FP: Nur wer perfekt deutsch spricht, soll eine Gemeindewohnung bekommen.
ÖVP: Familien, die künftig etwas mehr verdienen, sollen künftig mehr Miete bezahlen oder ausziehen. Einführung von befristeten Mietverträgen für junge Menschen bis 27 Jahren, dann ab in den privaten und teuren Wohnungsmarkt. Regelmäßige Gehaltskontrollen.
Und die SPÖ sagt dazu nicht Nein und stimmt – entgegen der Wahlkampflinie ihrer Bundespartei – im Rathaus immer brav mit ÖVP und FP. Abgesehen davon, dass diese Politiker die Probleme der Menschen bestenfalls vom Hörensagen kennen, haben ihre Vorschläge nur eines zum Ziel: Neid, Bespitzelung und noch mehr Druck genau auf jene Menschen, die es schon jetzt schwer genug im Leben haben. Und gleichzeitig sind es genau jene Parteien – ÖVP, SPÖ und FP –, die genau jetzt in unverschämter Weise beschlossen haben, die Parteienförderung um 50 Prozent auf 2,3 Millionen Euro jährlich zu erhöhen. Das ist einfach nur empörend. Jetzt versteht man besser, warum diese Rathaustroika und unter dem Schlagwort „Gesamtverantwortung“ ausgegrenzt haben. Die Verantwortung für diesen Griff in den Steuertopf hätten wir auf keinen Fall übernommen.
Wir sagen auch an diesem 1. Mai ganz entschieden Nein zu dieser Erhöhung der Parteienförderung. Aber zurück zum Wohnen. VP und SP wollen vergessen machen , dass man ja selbst verantwortlich für die unhaltbaren Zustände ist.
Wichtig wäre aber, Tag für Tag und Schritt für Schritt auf dem Weg zu gehen, den (auch in einer Zeit der Krise) das „Rote Wien“ seinerzeit gegangen ist: Wohnraum schaffen, der für die Mehrheit der Bevölkerung bezahlbar bleibt und diese Reform durch eine Umverteilung des gesellschaftlichen Reichtums finanzieren. Das kann nur die öffentliche Hand und das darf man nicht den Privaten überlassen. Mit Plakaten in roter Farbe – wie sie die SPÖ derzeit überall hängen hat – ist es nicht getan.

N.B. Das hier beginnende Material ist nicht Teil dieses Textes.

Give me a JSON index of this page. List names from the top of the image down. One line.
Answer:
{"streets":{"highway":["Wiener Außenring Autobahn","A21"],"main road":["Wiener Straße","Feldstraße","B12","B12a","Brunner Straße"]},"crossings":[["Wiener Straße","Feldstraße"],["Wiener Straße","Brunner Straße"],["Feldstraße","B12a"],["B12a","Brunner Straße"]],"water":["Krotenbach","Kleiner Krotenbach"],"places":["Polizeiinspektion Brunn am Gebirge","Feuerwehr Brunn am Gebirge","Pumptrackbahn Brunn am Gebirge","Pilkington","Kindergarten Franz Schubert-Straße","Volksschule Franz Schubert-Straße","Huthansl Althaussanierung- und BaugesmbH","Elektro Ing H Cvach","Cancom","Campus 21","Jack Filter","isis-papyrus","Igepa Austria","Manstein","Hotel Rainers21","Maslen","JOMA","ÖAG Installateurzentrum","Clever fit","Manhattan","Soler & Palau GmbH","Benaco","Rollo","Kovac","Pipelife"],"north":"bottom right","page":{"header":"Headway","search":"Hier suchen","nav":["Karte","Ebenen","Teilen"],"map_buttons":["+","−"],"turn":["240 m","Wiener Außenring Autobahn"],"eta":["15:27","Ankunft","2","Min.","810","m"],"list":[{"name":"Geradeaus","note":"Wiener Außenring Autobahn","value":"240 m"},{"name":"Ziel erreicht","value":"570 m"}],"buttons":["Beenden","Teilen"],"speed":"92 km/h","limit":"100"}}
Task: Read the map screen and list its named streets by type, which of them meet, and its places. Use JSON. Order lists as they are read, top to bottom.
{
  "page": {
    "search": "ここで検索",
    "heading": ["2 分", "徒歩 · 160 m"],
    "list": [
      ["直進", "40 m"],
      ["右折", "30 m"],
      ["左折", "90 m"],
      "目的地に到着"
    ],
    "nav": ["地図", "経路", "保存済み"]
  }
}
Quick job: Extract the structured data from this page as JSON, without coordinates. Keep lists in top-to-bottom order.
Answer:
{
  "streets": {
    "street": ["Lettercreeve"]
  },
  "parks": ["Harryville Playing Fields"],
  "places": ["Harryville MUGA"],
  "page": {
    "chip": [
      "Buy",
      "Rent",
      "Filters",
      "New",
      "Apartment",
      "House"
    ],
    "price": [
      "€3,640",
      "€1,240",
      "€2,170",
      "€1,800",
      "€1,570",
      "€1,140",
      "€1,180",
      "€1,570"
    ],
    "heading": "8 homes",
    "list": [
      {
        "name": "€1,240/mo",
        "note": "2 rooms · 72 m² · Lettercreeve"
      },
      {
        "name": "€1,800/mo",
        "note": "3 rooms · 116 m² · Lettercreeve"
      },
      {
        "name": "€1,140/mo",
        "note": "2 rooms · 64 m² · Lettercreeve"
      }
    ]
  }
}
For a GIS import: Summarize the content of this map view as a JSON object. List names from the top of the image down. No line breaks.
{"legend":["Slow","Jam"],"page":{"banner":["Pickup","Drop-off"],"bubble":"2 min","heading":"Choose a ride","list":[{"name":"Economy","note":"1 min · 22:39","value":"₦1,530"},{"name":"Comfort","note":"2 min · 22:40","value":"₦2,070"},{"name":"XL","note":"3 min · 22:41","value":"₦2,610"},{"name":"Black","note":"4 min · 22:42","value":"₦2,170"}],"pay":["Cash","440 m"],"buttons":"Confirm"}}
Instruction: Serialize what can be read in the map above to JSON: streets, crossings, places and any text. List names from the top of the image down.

Die SPÖ hat auch in dieser Frage schon lange ihre Glaubwürdigkeit verloren. Die KPÖ wird weiterhin dafür eintreten, dass das Wohnungswesen als Teil der öffentlichen Daseinsvorsorge organisiert und so weit wie möglich den Marktmechanismen entzogen wird. Wohnen darf keine Ware wie jede andere sein. Die sogenannte Reformpartnerschaft im Land und die Rathaustroika machen es schwer, eine Auswahl der Themen für die heutige Rede zu treffen. Es gäbe so viel zu sagen und zu kritisieren: Von der Tariferhöhung im steirischen Verkehrsverbund über die höheren Parkgebühren in Graz bis zur Privatisierung von kommunalen Einrichtungen in vielen steirischen Städten. Schulen werden geschlossen, Gemeinden werden über die Köpfe der Menschen hinweg zusammengelegt, gleichzeitig leistet man sich immer noch Millionenausgaben – von der SKI-WM in Schladming über den Flugtag im Aichfeld bis zu undurchsichtigen Förderungen für Großkonzerne.
Die EU kommt uns zu teuer
Die herrschende Politik erfüllt die Vorgaben von EU, Banken und Konzernen nach Punkt und Beistrich. Ich wundere mich nur noch darüber, dass es bei uns noch Leute gibt, diesich darüber wundern können, dass die Zustimmung zu EU und Euro auch in Österreich ein historisches Tief erreicht hat. Die Rekordzahl an Arbeitslosen in der EU zeigt, dass die EU den arbeitenden Menschen nicht nützt, sondern schadet. „Die EU kommt uns zu teuer“. Dieser Plakatspruch der KPÖ ist vor zehn Jahren bei vielen noch auf Widerspruch gestoßen. Jetzt sind die Ersparnisse in der EU nicht mehr sicher. Niemand weiß, wie lange noch Geld aus dem Bankomaten kommt.
Die EU ist für uns alle eine sehr teure Angelegenheit geworden. Doch nicht genug damit, dass wir alle zahlen müssen. Auch die öffentliche Wasserversorgung wird durch die EU gefährdet, die Saatenvielfalt wird in Frage gestellt. Die steirische KPÖ sagt deshalb Nein zur EU und unterstützt die großen Demonstrationen, Streiks und Kämpfe in einigen Mitgliedsstaaten gegen das EU-Diktat. Der Sozialabbau in Österreich erfüllt nämlich die gleichen Vorgaben wie der Sozialabbau in Griechenland, Spanien, Portugal oder Italien. Hier nützt die Macht- und Geldelite Europas die Krise aus, um ihr Konzept durchzuziehen.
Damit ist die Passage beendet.